Trying to understand Selection Rules in Cohen-Tannoudji

[kq6up]

On the bottom half of page 249 Cohen-Tannoudji it talks about selection rules in terms of off diagonal elements of the matrix generated by $\langle \phi _{ n^{ \prime },\tau ^{ \prime } } \mid \hat { B } \mid \phi _{ n,\tau } \rangle$. I thought all off diagonal matrix elements would be zero due to the $\delta_{n^{\prime},n}$ nature of these state vectors? Is this because it is not just a double sum with a single good quantum number? I am confused. Could you shed some light?

Thanks,
KQ6UP

 

[kith]

On the bottom half of page 249 Cohen-Tannoudji it talks about selection rules in terms of off diagonal elements of the matrix generated by $\langle \phi _{ n^{ \prime },\tau ^{ \prime } } \mid \hat { B } \mid \phi _{ n,\tau } \rangle$. I thought all off diagonal matrix elements would be zero due to the $\delta_{n^{\prime},n}$ nature of these state vectors?
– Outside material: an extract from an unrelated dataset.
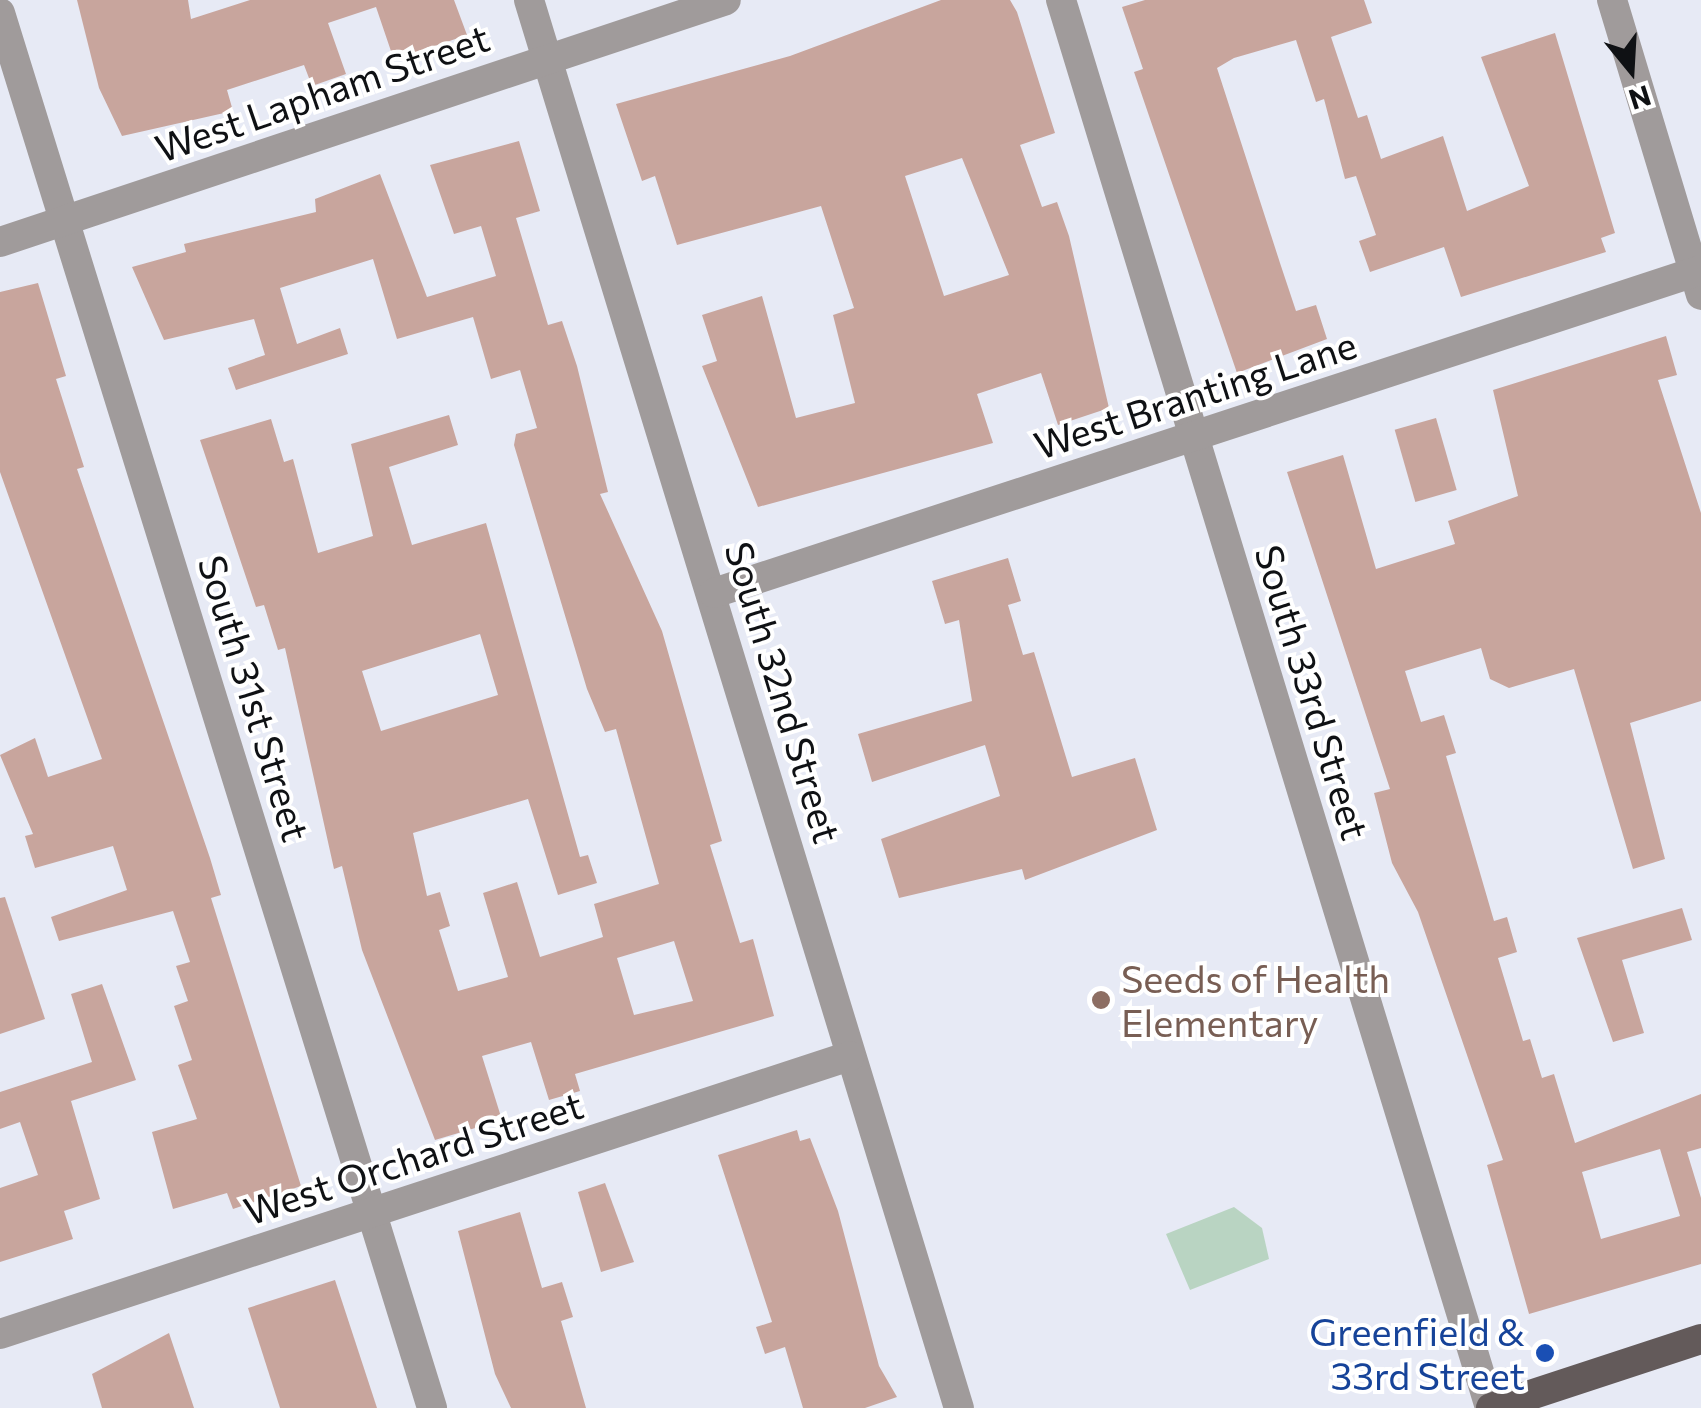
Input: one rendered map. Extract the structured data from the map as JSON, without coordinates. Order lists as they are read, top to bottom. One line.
{"streets":{"street":["West Lapham Street","West Branting Lane","South 32nd Street","South 33rd Street","South 31st Street","West Orchard Street"]},"crossings":[["West Lapham Street","South 32nd Street"],["West Lapham Street","South 31st Street"],["West Branting Lane","South 32nd Street"],["West Branting Lane","South 33rd Street"],["South 32nd Street","West Orchard Street"],["South 31st Street","West Orchard Street"]],"places":["Seeds of Health Elementary","Greenfield & 33rd Street"],"north":"bottom"}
I don't have the book handy, but by "$\delta_{n^{\prime},n}$ nature of these state vectors" you probably mean that $\langle \phi _{ n^{ \prime },\tau ^{ \prime } } \mid \phi _{ n,\tau } \rangle \propto \delta_{n^{\prime},n}$ right? If yes, why do you expect something similar to hold if you include the $\hat { B }$ operator? Acting with it on the state to the right may give you nonzero coefficients for states where the principal quantum number is equal to $n'$.

 

[kq6up]

I don't have the book handy, but by "$\delta_{n^{\prime},n}$ nature of these state vectors" you probably mean that $\langle \phi _{ n^{ \prime },\tau ^{ \prime } } \mid \phi _{ n,\tau } \rangle \propto \delta_{n^{\prime},n}$ right? If yes, why do you expect something similar to hold if you include the $\hat { B }$ operator? Acting with it on the state to the right may give you nonzero coefficients for states with $n'$.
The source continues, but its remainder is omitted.